◆ **EXERCISE GOAL**
From the entries below, copy out all lines holding "Vrijhaven".

◆ **EXTRACTED MATERIAL**
[Start of section]
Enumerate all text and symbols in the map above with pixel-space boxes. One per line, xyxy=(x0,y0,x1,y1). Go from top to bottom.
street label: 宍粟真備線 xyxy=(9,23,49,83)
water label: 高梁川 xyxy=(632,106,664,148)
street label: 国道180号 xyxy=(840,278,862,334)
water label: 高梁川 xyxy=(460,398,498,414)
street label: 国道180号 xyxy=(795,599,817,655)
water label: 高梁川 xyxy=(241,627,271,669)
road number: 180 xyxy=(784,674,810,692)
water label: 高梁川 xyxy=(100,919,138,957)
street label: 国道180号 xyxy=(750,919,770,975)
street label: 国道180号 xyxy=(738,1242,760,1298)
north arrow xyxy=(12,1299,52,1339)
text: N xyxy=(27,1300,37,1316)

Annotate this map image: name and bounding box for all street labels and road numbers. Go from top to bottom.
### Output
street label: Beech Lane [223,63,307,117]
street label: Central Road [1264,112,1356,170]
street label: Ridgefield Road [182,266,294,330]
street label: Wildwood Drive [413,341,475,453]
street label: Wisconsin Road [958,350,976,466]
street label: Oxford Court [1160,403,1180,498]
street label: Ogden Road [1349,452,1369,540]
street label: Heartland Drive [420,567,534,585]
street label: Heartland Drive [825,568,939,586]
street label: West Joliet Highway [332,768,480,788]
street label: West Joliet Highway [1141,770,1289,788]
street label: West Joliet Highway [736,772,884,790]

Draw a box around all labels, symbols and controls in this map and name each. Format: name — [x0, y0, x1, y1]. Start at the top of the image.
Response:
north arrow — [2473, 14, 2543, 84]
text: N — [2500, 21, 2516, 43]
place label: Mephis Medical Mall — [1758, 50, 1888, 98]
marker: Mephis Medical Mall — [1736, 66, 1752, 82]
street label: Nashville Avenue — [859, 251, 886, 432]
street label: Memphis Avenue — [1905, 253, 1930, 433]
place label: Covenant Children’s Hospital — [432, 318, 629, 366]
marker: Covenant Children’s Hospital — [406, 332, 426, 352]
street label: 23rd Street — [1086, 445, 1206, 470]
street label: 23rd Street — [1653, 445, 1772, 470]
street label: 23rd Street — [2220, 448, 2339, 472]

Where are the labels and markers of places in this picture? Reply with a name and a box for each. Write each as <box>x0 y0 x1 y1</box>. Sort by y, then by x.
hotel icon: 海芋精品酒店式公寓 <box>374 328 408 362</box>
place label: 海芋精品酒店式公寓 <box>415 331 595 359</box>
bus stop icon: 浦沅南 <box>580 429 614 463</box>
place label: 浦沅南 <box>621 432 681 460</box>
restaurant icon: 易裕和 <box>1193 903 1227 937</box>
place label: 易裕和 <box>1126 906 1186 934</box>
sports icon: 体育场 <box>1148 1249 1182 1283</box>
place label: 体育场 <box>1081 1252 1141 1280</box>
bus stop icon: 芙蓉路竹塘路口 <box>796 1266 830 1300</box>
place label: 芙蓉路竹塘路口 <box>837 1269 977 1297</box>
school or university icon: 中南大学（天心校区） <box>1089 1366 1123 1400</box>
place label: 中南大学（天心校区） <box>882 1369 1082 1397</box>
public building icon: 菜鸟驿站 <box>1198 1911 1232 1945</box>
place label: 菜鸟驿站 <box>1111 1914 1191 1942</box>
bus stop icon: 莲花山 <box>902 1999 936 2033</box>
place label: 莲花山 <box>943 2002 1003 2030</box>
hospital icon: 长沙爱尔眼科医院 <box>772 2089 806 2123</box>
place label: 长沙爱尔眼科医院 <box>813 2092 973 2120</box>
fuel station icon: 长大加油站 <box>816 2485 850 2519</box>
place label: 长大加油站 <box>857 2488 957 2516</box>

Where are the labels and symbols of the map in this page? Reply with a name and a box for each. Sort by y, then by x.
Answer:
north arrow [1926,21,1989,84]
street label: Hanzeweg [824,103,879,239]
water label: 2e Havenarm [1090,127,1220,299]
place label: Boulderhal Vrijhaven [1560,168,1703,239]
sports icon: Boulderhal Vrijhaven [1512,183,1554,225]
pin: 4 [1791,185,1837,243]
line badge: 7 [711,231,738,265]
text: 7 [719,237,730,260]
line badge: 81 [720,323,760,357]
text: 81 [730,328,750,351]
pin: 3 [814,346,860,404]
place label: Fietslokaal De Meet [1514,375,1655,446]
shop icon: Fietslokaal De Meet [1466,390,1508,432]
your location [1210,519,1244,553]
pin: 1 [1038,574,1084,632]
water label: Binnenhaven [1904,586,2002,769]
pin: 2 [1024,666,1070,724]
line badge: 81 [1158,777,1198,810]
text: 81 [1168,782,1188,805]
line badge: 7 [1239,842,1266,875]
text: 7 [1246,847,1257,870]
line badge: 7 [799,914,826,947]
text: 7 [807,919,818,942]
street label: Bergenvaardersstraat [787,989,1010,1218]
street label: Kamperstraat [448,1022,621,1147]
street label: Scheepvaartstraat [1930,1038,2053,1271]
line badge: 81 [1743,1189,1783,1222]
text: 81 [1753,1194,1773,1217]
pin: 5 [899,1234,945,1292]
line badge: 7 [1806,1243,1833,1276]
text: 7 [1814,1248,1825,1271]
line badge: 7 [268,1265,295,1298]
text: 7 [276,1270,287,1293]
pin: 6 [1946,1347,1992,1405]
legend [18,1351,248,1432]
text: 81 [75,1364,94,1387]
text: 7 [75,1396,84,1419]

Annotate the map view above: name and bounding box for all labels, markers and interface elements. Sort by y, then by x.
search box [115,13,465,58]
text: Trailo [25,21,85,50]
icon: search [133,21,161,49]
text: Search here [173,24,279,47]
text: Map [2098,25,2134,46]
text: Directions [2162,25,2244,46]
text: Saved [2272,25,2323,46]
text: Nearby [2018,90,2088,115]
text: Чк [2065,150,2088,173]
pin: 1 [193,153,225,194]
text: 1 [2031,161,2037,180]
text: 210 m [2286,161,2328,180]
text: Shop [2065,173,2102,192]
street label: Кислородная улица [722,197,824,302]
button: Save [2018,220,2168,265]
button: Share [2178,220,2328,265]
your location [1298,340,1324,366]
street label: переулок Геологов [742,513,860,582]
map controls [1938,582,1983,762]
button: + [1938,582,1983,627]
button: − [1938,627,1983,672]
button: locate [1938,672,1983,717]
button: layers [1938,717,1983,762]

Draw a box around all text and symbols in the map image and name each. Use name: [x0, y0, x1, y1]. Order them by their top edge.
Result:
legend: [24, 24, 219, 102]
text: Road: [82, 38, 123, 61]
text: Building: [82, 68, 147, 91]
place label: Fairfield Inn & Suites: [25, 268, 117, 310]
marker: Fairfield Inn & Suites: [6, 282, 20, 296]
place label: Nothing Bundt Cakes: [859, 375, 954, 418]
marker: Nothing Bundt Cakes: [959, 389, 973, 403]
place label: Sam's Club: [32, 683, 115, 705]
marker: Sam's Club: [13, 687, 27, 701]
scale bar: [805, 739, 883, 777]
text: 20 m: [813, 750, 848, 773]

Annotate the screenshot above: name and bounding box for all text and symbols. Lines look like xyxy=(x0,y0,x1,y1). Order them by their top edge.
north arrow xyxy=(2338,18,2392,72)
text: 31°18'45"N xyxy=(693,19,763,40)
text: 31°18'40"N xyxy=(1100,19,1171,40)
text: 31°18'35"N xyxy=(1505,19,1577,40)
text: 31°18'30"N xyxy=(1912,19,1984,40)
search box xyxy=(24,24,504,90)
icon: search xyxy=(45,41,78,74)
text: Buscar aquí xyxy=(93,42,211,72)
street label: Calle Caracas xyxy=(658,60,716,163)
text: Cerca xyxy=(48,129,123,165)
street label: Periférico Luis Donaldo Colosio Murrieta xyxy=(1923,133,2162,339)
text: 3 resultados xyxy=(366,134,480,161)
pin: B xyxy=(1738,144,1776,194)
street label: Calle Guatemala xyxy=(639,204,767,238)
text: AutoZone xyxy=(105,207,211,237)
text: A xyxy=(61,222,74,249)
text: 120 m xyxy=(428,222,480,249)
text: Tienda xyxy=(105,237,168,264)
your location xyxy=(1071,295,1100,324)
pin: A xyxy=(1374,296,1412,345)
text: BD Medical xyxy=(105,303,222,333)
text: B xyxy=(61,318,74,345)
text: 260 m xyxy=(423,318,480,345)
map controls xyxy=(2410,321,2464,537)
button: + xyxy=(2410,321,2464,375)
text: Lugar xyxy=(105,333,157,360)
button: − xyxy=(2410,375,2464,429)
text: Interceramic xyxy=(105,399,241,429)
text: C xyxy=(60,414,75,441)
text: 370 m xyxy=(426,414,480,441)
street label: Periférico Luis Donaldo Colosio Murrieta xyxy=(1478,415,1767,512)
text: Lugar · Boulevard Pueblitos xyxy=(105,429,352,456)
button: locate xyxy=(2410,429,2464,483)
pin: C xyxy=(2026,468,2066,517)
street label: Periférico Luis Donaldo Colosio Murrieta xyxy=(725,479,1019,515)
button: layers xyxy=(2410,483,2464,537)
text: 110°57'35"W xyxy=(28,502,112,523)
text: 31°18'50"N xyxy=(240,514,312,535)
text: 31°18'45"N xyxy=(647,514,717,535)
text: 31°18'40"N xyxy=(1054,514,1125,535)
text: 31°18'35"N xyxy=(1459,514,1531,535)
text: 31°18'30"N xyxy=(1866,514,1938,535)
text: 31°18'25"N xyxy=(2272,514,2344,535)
[End of section]
◆ **WRITTEN ANSWER**
place label: Boulderhal Vrijhaven [1560,168,1703,239]
sports icon: Boulderhal Vrijhaven [1512,183,1554,225]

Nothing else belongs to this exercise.